I said in my last post he was early that's why I didn't have everything ready. frankly I don't like your attitude. I'm not whining I was in shock and needed to rant, so if you don't like what I have to say keep your nasty thoughts to yourself and read the whole post before you open your mouth as I clearly stated that HE WAS EARLY.


----------



## redape49 (Jul 29, 2011)

AlexS said:


> I think you might be misunderstanding. Your $30 an hour isn't much, especially when that has to pay for his off work injury time.
> 
> How do you have any idea what his schedule is for the day? Let's say I am super nice and you are in the right - you want to ride, you can see where he arrives from where you are riding, you can be back there in a few minutes - well then you should have set up the hay net on your time not his.
> 
> ...


I am in the process of training him. thank you though. I don't give a **** what his schedule was, he came 30 minutes earlier that he was supposed to.


----------



## redape49 (Jul 29, 2011)

sandy2u1 said:


> If you would like your horse to have a bag of hay to munch on, then that's your choice. However, you should have already had it in place. I try to respect my farrier by being on time and having my horses ready. You would do well to remember that good farriers are hard to find.

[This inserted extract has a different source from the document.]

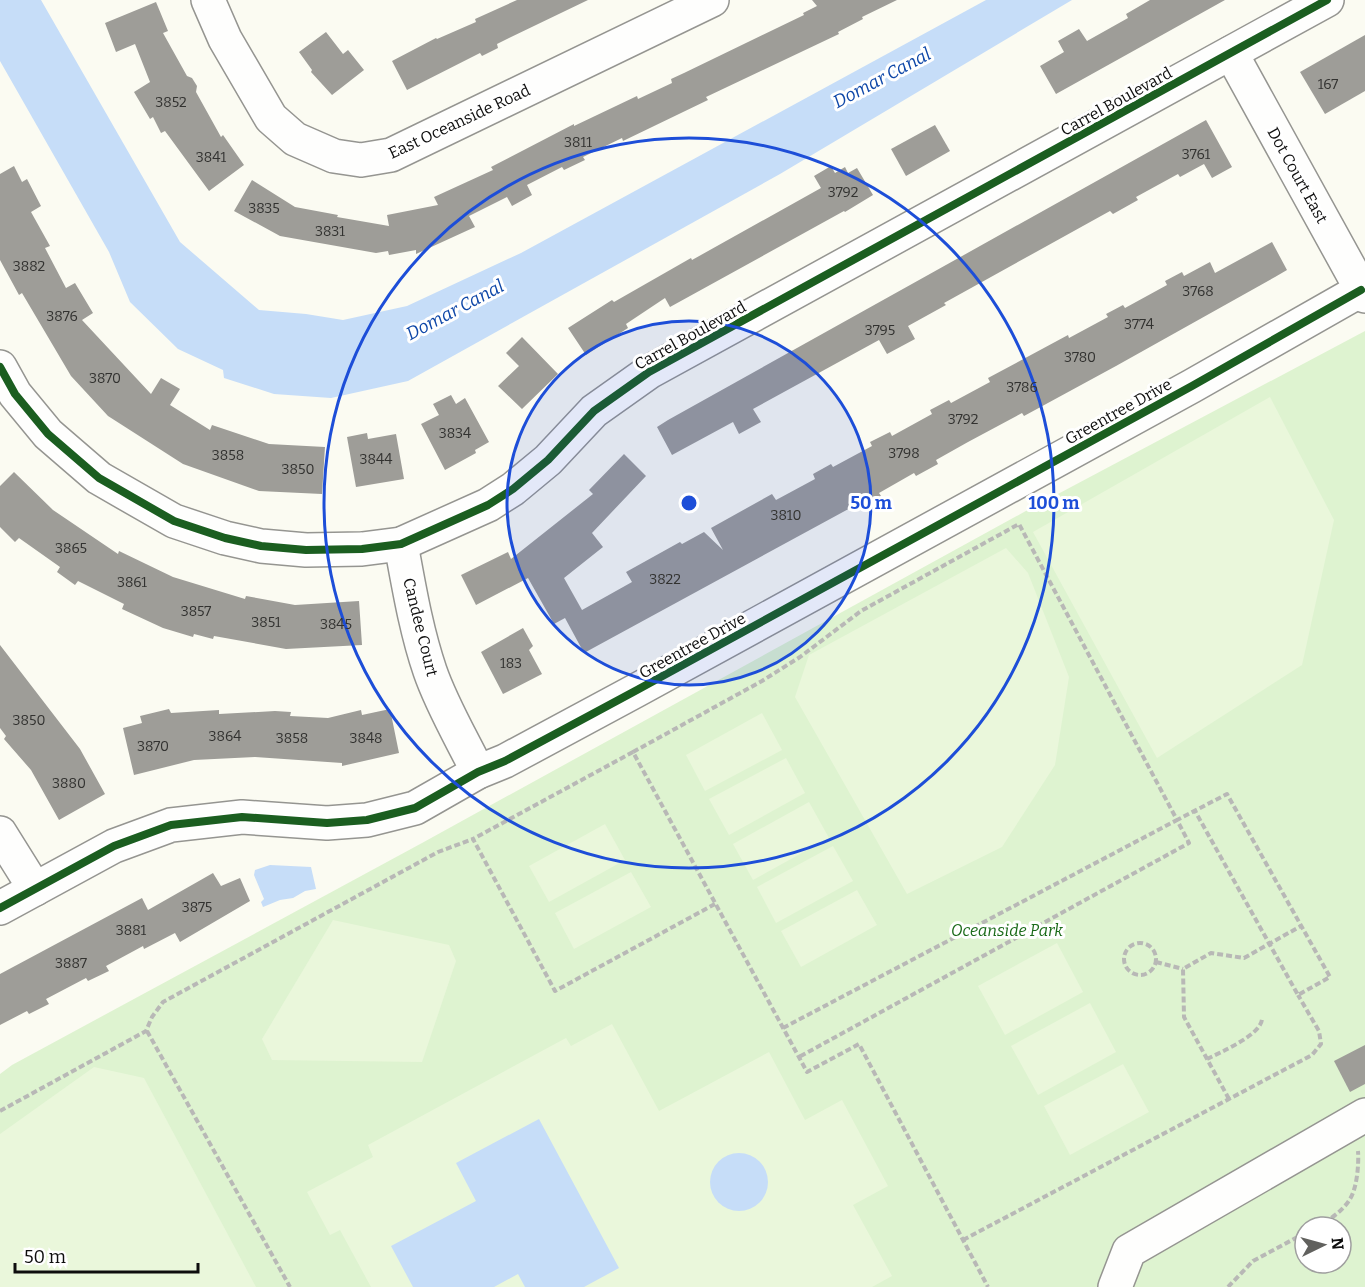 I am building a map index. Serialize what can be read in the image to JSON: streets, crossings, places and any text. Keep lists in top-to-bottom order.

As in my last post I clearly stated that he showed up early. about 30 m inutes early.


----------



## redape49 (Jul 29, 2011)

Rascaholic said:


> How do you discipline him when he tries to bite the farrier? I am sure this isn't the first time it happened.....


Since I have been leasing him this is the first time it's happened because the farrier started before I got the hay net.


----------



## Foxhunter (Feb 5, 2012)

I totally disagree that a hit in the face will make a horse head shy if it is timed correctly for something like biting.

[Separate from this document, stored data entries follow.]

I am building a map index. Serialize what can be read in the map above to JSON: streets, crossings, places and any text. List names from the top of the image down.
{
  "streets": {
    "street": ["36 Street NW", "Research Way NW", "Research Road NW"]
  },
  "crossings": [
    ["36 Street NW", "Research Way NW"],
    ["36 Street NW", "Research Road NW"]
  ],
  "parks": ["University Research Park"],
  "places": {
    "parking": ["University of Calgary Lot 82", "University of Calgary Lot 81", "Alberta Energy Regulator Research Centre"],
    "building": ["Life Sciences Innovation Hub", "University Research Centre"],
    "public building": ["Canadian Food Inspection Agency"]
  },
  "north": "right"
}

Why should your farrier hang around whilst you get a hay net? Time is money. You should 
A) Train your horse not to bite.
B) Be ready and waiting for your farrier, not him have to wait for you
C) Stop being so soft with your ill mannered pampered horse that obviously has few manners. 

I trust my farrier implicitly - if he whacks one of my horses then I know it is for a reason. Correction should be done instantly and by anyone who is handling the horse - *not just the owner.*


----------



## franknbeans (Jun 7, 2007)

redape49 said:


> I said in my last post he was early that's why I didn't have everything ready. frankly I don't like your attitude. I'm not whining I was in shock and needed to rant, so if you don't like what I have to say keep your nasty thoughts to yourself and read the whole post before you open your mouth as I clearly stated that HE WAS EARLY.


I am not too crazy about your attitude either, but this IS a forum, and we ARE allowed to disagree. Yes, you are allowed to rant, but, when you rant here, you may just find that not everyone thinks that you are in the right. OK-so I missed that he was 30 minutes early. Did you ASK him to wait? or was your attitude similar that the one we are seeing and TELL him? How you say it is everything. Bottom line is.... and I don't seem to be the only one who thinks this........you need to discipline your horse. PERIOD. Horses should not need a hay net to get their feet done. I have never even heard of such a thing. HOLD YOUR HORSE and this won't happen.

I agree totally with Alex-I have the feeling we will see more "rants" as you go through every farrier in the yellow pages. Unless you start taking responsibility for your horses bad behavior.


----------



## Rascaholic (Oct 4, 2010)

franknbeans said:


> you need to discipline your horse. PERIOD. Horses should not need a hay net to get their feet done. I have never even heard of such a thing. HOLD YOUR HORSE and this won't happen


 Seriously, watch some of the youtube training videos. I almost fell out watching one, "Make sure you have a good supply of treats on hand to keep your horse busy while the farrier is working." "I always have a haynet full of quality hay while my horses feet are done." (This made me wonder though, owner or horse gettin the hay LOL)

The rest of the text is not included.